Si París es la certeza de su belleza largamente sostenida, también puede ser la sorpresa de lo nuevo. Por ejemplo, la Fundación Louis Vuitton, esa nube de páneles, ese barco flotante que embiste el Bosque de Bologna para acarrearte entre el arte contemporáneo y convertir el paisaje parisino en una pieza más. Este museo es proyecto de Frank Gehry, canadiense de nacimiento, que ha labrado el espacio de las ciudades con edificios emblemáticos como el Guggenheim de Bilbao (quien lo ha visto no olvida su presencia junto al río Nervión), el Walt Disney Concert Hall de Los Ángeles, o la bodega y hotel Marqués del Riscal en La Rioja, que me encuentro en Internet por seguir disfrutando esa libertad ondulada y caprichosa del arquitecto que a los 86 años resulta uno de los más jóvenes e influyentes, un premio Pritzker y un halago para los espectadores de este siglo.

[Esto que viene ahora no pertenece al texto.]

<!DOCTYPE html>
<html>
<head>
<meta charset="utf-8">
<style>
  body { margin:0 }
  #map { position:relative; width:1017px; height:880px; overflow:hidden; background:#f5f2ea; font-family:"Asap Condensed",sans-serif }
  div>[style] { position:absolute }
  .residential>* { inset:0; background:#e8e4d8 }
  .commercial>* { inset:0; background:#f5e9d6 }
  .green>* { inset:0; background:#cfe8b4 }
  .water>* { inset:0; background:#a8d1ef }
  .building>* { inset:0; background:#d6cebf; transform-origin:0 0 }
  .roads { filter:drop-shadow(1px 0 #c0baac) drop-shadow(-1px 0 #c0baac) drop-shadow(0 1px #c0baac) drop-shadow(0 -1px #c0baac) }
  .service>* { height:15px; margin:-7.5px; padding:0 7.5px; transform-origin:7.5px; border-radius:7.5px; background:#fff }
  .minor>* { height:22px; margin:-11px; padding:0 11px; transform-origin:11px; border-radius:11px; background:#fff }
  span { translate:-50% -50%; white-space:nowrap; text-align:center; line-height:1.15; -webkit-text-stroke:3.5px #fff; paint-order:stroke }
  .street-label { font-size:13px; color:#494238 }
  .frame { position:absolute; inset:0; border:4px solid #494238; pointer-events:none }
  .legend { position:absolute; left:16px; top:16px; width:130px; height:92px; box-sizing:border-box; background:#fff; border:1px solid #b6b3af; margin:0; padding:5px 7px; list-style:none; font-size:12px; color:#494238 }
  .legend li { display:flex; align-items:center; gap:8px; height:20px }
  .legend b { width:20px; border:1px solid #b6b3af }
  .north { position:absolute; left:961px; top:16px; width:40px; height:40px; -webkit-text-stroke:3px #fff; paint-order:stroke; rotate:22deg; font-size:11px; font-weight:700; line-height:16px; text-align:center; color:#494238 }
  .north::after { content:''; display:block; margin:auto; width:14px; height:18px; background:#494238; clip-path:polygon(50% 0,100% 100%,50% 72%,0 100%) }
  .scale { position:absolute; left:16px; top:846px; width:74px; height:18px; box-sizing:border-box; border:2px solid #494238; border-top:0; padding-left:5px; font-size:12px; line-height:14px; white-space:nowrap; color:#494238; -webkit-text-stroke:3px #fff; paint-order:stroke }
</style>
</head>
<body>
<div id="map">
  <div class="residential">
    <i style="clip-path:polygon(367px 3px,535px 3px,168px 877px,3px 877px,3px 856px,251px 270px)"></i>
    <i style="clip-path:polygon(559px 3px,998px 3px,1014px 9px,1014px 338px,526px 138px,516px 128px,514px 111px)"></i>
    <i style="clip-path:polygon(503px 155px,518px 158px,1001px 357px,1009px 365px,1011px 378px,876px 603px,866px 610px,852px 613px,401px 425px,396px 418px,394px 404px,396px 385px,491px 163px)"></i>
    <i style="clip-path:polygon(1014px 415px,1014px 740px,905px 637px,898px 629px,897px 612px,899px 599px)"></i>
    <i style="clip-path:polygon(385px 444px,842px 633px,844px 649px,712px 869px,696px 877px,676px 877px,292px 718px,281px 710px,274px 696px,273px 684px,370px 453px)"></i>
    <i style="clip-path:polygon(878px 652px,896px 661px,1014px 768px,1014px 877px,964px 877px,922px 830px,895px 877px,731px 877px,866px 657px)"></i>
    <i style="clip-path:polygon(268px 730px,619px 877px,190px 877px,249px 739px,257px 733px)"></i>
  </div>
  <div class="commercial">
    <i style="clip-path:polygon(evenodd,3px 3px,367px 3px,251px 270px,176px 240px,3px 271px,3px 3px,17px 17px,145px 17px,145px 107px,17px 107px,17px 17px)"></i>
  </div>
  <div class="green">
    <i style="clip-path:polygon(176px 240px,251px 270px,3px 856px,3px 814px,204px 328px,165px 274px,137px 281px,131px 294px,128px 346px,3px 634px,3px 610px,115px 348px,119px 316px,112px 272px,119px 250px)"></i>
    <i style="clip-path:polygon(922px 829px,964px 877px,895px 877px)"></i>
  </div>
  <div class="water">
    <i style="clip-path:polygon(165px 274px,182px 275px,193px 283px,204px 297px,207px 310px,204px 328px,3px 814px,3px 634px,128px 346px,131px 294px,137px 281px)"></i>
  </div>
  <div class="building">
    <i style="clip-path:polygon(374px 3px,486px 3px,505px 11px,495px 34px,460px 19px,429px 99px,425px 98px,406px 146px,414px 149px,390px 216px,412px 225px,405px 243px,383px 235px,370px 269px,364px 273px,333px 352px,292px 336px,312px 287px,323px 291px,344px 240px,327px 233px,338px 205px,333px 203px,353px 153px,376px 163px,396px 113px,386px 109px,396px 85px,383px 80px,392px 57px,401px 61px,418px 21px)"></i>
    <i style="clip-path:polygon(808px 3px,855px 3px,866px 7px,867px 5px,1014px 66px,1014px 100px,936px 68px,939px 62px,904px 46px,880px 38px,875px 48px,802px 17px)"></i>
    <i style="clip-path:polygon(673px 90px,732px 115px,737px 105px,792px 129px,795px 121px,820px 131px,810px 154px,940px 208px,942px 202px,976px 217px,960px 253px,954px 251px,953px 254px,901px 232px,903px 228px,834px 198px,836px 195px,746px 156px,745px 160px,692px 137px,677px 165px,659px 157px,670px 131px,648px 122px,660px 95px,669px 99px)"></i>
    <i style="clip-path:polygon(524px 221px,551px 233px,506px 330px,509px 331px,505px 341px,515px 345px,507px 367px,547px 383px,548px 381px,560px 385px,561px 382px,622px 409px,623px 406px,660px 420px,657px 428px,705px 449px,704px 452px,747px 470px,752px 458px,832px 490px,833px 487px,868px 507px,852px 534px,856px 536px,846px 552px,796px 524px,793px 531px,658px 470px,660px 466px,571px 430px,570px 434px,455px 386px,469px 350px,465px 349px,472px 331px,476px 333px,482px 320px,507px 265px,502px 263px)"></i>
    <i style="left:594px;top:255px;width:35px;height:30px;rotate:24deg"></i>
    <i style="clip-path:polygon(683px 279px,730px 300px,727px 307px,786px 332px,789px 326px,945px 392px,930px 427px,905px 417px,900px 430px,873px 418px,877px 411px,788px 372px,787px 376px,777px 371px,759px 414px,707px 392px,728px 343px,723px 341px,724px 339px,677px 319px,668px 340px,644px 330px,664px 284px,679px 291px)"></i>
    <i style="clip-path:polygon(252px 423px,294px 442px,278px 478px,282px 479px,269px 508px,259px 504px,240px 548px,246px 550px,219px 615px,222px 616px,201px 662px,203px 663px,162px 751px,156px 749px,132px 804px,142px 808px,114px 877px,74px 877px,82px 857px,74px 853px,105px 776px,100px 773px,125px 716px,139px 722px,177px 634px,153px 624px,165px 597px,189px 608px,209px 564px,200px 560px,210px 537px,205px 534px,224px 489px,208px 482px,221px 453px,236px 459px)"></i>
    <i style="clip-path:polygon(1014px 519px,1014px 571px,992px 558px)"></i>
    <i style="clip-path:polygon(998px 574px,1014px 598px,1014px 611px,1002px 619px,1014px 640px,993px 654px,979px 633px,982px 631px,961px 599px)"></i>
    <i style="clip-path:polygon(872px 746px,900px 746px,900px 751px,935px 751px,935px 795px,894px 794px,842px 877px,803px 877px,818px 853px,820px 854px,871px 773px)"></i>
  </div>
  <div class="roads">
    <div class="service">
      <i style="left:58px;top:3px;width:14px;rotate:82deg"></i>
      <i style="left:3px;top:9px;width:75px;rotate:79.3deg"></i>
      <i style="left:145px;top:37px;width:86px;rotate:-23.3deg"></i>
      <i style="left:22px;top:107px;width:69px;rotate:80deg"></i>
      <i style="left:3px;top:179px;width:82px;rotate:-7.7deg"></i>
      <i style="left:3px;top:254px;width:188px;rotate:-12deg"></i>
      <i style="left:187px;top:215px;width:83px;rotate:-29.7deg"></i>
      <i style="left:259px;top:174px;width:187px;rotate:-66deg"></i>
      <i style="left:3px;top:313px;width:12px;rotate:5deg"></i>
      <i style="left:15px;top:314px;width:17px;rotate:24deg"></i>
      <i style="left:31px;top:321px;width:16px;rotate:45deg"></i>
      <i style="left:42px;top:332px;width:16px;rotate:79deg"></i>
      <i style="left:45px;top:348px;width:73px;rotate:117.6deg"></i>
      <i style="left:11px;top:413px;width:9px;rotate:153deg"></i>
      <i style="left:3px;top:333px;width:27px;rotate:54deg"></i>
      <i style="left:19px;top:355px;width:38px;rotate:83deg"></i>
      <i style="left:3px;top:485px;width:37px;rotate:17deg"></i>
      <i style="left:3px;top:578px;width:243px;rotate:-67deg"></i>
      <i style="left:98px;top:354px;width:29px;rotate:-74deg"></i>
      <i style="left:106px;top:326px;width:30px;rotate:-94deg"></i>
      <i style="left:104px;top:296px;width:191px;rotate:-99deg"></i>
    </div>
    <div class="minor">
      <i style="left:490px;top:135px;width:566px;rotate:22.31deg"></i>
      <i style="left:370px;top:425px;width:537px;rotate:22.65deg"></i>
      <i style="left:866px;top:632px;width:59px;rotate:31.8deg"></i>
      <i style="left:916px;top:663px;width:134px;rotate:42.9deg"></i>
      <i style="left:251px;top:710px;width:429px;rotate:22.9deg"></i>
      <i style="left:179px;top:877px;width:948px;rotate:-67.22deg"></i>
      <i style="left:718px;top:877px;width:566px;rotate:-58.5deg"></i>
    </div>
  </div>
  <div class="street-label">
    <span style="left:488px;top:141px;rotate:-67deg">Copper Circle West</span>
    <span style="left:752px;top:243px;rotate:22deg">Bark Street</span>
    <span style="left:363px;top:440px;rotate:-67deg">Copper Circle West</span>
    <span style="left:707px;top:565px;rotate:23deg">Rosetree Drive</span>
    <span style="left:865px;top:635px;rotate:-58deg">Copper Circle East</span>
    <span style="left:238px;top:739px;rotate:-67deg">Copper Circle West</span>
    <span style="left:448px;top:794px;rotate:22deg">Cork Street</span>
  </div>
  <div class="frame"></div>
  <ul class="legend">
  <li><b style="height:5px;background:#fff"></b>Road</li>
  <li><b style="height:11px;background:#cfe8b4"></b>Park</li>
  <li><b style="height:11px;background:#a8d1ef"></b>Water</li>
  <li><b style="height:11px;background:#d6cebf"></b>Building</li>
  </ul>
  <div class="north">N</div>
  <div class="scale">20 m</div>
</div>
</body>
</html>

 Me fascina lo que hacen los arquitectos: transforman el espacio. Crean un interior donde no había nada, cincelan el aire con las estructuras, dirigen el paso de la luz, orquestan la relación con lo que hay alrededor y forman memoria. Son las madalenas de nuestro andar por las ciudades. Por eso cuando uno camina por el parque del oeste de la capital francesa y, entre el verdor, sale al encuentro esa edificación de alas o biombos transparentes, que elevan el edificio desde su anclaje hasta un cielo invitador, uno recibe con sorpresa la monumentalidad del museo. Si es el metal ondulante el que sorprende en Bilbao, aquí es la sensación de avance y elevarse del edificio de niveles bajo cuya proa una fuente cascada cae escaleras abajo, como si ese barco nube avanzara hacia la parte más moderna de París. El sonido constante del agua y el flequeo de su caída envuelven al que desde afuera contempla o al que desde dentro sale para descubrirla en medio del parque. Por dentro, las esculturas, como la rosa gigante del vestíbulo, las exposiciones que se esconden en grandes espacios, los vídeos que se proyectan a cuatro paredes, la temática contemporánea de lo cambiante, de las instalaciones en terrazas, van acuerpando la visita como si se desgajara una cebolla gigante que en su parte más alta nos ofrece el banquete de la ciudad que la rodea.

La Torre Eiffel tan París, no es aquí un cliché sino una pincelada definitiva en un parpadeo de la estructura que nos revela cielo y horizonte de ciudad hacia todos los costados conforme recorremos niveles, coordenadas. Zurcamos París acompañados de propuestas contemporáneas como ese video divertido de la española Pilar Albarraín al tope de una escalera donde una mujer (la propia artista) camina en Madrid con abrigo amarillo, y la banda que toca “Que viva España” la acompaña, asedia, acorrala, hasta que ella acaba huyendo; es el cliché de lo español, el machismo, leemos en la ficha técnica. Y el guardia y yo volvemos una y otra vez a verlo y escucharlo, nos reímos y quedamos atrapados en su asfixia simpática. Eso produce este edificio singular: avienta tus deseos a cielo abierto, te hace exclamar con cierto júbilo vigoroso cuando estás ante la luz y París es la instalación permanente y estar dispuesto a la sorpresa cuando un tanque de agua se ha colonizado con las capas de vida contemporánea o un coro ilustra una historia en blanco y negro en una sala cerrada.

Derroche técnico y libertad creadora, el espacio intervenido y la memoria que se moldea de nuevo en el París eterno. Enhorabuena, Frank Gehry.